● **Task details**:
Collect all lines from the listing that include the string "charge".

┌────────

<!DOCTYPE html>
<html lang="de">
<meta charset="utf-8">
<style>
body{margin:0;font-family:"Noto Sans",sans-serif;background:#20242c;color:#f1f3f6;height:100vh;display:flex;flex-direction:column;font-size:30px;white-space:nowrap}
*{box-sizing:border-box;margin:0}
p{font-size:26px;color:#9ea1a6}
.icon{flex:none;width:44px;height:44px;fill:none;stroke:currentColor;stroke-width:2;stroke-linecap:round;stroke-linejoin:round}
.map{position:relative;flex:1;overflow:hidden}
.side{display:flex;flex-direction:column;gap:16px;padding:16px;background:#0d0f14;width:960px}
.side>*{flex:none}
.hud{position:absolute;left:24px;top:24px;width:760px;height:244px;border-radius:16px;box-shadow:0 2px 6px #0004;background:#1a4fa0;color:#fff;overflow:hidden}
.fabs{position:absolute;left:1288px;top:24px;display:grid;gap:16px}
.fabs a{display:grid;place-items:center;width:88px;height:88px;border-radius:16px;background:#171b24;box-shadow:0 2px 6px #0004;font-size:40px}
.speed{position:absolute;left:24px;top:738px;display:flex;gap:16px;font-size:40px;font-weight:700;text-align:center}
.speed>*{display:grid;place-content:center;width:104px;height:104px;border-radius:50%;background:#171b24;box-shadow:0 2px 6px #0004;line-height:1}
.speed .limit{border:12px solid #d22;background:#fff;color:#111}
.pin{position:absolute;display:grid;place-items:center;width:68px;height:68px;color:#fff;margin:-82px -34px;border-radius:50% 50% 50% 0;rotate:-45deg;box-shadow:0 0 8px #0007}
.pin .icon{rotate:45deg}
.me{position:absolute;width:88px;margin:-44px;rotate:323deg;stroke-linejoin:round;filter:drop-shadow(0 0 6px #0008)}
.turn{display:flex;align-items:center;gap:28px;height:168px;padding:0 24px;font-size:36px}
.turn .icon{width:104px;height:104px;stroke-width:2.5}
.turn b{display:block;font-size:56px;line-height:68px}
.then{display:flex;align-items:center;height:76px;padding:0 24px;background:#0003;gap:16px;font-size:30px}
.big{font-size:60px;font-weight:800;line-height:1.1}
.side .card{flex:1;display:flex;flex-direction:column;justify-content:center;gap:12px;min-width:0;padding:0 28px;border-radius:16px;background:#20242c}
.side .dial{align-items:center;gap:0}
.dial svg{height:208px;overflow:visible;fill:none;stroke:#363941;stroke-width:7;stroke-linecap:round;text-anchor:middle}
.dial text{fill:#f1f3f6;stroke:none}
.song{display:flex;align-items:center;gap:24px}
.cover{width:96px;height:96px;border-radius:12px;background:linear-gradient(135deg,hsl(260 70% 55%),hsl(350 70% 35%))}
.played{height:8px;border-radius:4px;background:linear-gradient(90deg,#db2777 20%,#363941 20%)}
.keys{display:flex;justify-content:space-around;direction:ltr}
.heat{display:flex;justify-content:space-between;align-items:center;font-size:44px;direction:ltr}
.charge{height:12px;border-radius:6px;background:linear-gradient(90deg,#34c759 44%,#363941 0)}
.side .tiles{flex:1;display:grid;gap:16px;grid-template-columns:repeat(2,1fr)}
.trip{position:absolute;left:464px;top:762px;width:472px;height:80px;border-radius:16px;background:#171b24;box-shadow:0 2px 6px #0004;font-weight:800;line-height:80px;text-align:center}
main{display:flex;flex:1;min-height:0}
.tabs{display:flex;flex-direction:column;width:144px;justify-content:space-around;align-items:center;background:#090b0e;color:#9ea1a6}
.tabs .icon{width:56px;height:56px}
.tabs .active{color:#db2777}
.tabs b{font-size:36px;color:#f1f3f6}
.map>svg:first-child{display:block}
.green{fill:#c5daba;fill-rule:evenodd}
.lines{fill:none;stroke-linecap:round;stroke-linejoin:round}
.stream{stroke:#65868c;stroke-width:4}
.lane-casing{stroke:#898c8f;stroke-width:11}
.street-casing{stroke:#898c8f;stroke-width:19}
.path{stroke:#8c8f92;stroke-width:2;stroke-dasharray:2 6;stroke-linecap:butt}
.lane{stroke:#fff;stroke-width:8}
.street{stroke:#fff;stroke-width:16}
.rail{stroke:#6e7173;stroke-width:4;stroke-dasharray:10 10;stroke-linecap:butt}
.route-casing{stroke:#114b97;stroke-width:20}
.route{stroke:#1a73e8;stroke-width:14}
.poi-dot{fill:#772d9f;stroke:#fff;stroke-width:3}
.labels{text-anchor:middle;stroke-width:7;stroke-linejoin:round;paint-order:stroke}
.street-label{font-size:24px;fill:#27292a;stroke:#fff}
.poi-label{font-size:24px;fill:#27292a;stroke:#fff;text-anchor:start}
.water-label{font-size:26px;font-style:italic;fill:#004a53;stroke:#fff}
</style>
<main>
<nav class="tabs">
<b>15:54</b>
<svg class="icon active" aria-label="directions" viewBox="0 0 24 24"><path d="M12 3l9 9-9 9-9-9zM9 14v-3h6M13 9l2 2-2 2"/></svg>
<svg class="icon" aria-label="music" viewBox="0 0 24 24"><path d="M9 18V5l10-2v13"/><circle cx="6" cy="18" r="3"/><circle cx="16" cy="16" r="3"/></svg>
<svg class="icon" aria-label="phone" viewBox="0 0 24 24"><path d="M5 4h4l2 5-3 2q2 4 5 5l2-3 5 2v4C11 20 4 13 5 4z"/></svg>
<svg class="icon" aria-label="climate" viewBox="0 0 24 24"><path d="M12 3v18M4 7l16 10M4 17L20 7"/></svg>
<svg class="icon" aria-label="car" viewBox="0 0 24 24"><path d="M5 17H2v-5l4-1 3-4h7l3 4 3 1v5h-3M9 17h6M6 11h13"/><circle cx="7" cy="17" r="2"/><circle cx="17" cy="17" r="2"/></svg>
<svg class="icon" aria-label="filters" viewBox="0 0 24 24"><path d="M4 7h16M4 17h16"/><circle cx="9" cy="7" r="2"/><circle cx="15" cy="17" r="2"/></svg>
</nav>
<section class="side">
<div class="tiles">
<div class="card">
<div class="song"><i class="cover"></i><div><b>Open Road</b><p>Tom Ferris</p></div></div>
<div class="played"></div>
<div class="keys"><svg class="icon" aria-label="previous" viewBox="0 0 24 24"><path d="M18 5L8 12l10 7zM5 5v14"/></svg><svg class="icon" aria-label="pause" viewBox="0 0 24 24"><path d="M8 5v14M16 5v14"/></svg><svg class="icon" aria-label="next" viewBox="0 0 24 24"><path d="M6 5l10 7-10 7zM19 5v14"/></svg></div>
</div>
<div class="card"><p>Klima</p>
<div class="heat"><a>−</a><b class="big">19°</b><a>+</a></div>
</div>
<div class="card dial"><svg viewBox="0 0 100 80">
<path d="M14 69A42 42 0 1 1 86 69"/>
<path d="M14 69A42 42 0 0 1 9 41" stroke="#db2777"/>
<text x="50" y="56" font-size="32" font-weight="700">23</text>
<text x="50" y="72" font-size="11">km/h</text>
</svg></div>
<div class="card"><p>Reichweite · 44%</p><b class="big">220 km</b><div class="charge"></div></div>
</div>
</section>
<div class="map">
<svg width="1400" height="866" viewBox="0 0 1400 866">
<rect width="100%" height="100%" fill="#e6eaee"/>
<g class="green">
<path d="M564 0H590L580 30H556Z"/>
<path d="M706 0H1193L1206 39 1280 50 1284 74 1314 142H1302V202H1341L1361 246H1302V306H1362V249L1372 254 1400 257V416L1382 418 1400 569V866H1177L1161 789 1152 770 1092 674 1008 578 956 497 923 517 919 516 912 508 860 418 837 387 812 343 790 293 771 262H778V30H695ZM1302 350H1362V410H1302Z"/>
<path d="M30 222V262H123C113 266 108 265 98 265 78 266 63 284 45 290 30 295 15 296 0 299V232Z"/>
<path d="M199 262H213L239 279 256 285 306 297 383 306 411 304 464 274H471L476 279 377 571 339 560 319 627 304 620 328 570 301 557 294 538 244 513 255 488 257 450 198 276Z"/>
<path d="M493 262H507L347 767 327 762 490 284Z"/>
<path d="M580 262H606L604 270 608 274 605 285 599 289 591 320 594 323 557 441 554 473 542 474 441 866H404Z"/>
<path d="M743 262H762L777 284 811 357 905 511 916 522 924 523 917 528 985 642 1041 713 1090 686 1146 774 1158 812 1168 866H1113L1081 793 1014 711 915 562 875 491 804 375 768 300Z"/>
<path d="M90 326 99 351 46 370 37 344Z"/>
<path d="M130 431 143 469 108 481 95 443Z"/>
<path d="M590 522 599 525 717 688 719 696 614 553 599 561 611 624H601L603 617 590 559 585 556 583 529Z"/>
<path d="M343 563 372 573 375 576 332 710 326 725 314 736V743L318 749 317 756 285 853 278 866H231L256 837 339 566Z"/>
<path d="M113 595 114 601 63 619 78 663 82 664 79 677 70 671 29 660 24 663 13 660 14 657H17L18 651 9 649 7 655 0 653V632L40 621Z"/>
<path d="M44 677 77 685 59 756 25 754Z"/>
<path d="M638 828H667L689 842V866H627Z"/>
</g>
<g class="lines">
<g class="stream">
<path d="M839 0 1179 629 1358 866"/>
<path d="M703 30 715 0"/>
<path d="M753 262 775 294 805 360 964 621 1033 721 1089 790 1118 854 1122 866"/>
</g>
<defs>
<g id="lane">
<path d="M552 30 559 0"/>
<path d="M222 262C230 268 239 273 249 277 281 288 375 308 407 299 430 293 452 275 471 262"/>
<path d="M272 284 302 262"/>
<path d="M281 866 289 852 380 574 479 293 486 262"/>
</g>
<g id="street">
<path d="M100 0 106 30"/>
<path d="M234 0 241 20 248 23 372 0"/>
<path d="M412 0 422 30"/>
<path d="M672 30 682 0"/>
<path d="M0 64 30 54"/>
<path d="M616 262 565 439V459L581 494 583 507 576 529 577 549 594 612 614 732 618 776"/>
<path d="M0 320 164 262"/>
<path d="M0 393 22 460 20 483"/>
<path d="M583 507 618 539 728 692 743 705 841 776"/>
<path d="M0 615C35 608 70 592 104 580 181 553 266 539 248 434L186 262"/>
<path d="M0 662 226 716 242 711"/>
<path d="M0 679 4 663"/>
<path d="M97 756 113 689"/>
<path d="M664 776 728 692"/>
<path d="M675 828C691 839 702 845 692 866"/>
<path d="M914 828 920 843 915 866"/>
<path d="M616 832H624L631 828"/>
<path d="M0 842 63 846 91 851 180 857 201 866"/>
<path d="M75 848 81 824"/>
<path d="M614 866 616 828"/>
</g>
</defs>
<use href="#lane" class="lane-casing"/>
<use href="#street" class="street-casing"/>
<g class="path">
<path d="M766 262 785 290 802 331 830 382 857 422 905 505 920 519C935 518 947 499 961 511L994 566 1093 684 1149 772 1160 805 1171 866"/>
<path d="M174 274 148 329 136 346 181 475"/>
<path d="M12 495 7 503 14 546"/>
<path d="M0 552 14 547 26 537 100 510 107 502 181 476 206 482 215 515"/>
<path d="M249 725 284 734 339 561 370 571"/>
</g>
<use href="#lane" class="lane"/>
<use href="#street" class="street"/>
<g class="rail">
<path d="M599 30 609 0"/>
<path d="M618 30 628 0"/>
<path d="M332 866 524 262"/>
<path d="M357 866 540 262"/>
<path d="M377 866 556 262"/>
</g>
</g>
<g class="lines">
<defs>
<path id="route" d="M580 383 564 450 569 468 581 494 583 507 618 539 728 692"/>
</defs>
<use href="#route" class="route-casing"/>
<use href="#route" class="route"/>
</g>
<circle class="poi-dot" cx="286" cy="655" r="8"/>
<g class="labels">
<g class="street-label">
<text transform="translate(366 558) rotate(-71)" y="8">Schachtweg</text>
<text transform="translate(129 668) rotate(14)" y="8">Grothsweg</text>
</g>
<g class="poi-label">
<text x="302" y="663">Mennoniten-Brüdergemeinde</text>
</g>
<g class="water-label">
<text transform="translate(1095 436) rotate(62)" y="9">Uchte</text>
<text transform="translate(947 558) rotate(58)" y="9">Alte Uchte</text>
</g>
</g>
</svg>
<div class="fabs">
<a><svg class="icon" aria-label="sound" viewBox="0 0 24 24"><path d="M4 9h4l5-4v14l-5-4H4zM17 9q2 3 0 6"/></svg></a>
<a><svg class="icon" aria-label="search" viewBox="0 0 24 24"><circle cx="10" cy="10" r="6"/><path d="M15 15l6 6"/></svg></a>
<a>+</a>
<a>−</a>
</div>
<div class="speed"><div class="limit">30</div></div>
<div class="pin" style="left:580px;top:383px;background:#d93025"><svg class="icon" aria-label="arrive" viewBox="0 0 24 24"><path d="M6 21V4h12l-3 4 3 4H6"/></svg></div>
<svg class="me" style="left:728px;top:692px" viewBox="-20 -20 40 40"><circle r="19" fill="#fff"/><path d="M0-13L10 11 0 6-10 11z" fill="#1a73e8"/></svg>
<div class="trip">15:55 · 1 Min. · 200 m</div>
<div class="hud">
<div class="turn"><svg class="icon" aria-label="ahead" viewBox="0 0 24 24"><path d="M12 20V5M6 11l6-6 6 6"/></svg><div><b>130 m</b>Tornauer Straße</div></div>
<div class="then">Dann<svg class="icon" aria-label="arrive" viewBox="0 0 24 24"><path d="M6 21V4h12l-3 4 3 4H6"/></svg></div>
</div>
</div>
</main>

└────────
┌────────

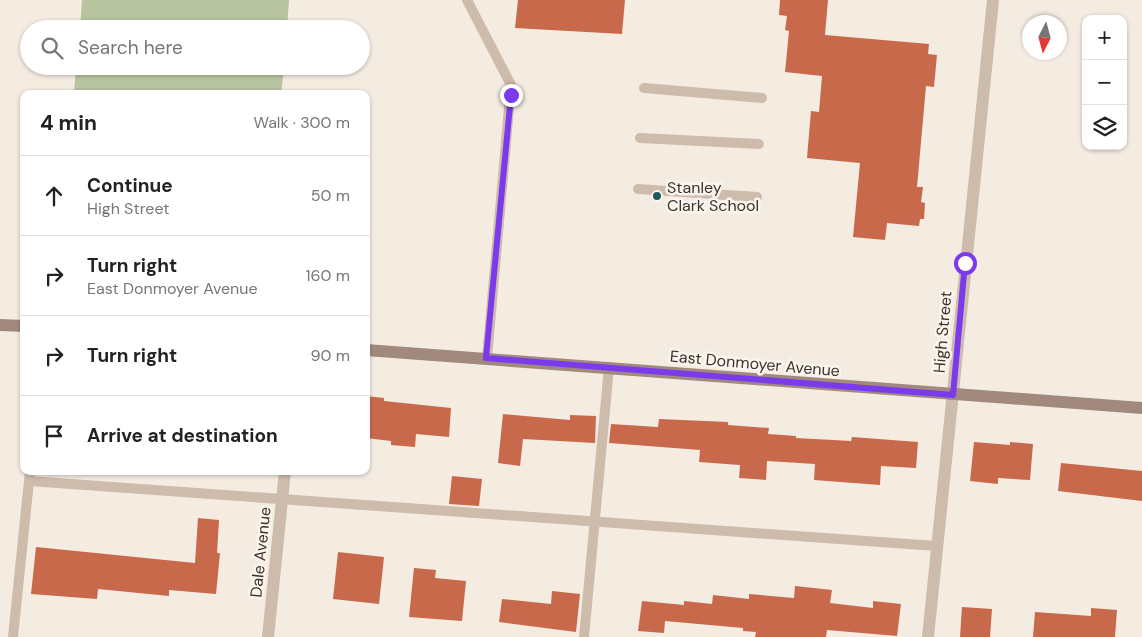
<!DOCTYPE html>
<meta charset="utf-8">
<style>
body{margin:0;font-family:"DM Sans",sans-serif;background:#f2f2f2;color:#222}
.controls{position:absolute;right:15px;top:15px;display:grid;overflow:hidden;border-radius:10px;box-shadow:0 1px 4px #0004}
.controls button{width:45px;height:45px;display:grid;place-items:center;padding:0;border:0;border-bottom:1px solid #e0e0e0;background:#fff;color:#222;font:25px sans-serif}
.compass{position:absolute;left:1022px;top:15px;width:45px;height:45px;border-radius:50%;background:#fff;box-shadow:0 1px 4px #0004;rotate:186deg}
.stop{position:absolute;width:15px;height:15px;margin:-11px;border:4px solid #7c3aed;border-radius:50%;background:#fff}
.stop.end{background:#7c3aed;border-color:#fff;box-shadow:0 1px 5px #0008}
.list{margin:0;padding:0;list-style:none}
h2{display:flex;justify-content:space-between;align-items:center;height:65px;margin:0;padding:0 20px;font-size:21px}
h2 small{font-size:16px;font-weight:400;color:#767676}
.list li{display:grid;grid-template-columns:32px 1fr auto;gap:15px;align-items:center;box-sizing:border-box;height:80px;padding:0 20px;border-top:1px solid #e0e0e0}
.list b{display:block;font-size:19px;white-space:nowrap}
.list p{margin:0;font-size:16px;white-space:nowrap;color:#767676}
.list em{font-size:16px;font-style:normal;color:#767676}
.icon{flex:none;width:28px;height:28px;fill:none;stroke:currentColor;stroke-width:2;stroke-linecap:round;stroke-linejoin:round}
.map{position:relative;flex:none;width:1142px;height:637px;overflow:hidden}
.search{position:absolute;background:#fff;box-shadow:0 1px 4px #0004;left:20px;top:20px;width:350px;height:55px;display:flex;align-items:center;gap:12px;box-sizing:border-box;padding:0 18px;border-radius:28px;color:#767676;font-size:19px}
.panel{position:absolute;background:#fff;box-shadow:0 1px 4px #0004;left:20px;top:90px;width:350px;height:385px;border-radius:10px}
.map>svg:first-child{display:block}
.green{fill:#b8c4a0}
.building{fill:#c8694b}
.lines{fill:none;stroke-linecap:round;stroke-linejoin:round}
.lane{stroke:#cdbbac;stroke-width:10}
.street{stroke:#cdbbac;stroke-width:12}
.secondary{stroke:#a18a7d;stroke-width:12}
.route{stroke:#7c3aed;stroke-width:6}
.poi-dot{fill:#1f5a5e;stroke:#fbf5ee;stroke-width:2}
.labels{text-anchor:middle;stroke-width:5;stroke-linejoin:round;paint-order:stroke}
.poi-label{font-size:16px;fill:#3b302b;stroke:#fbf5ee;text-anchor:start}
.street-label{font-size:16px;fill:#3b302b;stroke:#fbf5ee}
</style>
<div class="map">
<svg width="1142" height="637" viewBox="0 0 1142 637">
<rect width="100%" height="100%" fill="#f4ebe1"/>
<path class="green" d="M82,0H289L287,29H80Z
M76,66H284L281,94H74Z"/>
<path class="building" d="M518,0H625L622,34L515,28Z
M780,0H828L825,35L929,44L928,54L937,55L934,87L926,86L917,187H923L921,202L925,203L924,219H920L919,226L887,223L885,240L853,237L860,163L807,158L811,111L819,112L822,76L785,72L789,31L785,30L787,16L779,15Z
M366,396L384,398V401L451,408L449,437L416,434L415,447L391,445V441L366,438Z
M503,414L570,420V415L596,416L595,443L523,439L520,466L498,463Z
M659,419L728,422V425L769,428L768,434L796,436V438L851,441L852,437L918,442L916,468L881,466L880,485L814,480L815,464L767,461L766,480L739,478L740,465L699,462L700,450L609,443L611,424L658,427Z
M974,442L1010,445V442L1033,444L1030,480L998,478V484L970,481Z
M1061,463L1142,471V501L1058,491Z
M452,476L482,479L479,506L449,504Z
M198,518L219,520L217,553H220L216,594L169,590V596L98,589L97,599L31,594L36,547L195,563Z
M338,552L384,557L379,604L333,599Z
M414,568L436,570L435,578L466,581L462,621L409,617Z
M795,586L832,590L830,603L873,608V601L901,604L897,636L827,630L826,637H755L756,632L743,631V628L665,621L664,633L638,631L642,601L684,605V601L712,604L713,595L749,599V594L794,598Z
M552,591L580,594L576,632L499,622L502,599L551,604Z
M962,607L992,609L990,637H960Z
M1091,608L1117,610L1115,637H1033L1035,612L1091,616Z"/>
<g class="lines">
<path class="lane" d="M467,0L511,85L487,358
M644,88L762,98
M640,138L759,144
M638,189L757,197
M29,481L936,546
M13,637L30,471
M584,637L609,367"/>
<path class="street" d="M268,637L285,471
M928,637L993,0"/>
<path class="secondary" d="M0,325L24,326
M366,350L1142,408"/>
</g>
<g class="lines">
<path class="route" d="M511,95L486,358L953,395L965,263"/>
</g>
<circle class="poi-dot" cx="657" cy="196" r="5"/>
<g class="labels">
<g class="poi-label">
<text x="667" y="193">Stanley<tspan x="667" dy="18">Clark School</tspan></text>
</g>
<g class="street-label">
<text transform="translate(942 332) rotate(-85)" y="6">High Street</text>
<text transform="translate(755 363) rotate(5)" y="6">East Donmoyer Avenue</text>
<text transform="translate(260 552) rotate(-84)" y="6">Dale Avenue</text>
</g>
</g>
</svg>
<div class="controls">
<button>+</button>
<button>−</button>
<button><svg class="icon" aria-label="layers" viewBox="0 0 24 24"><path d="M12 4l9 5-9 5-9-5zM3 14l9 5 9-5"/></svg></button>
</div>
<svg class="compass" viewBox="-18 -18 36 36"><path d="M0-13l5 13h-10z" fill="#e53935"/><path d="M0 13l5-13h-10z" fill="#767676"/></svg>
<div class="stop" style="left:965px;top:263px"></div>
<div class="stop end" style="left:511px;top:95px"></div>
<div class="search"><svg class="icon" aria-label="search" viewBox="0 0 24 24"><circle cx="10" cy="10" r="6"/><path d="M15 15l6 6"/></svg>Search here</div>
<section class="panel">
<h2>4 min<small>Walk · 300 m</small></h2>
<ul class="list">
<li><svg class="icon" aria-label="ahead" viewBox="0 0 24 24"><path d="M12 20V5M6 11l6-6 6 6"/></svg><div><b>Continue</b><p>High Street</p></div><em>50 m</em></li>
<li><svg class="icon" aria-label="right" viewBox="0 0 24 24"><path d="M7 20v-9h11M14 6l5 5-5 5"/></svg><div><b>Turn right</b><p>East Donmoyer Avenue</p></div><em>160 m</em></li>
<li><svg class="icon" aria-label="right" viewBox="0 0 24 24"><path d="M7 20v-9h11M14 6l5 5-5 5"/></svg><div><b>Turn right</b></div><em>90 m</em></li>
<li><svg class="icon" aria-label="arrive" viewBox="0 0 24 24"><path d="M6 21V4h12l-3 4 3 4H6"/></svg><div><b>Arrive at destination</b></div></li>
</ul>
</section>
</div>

└────────

● **Answer to the exercise**:
.charge{height:12px;border-radius:6px;background:linear-gradient(90deg,#34c759 44%,#363941 0)}
<div class="card"><p>Reichweite · 44%</p><b class="big">220 km</b><div class="charge"></div></div>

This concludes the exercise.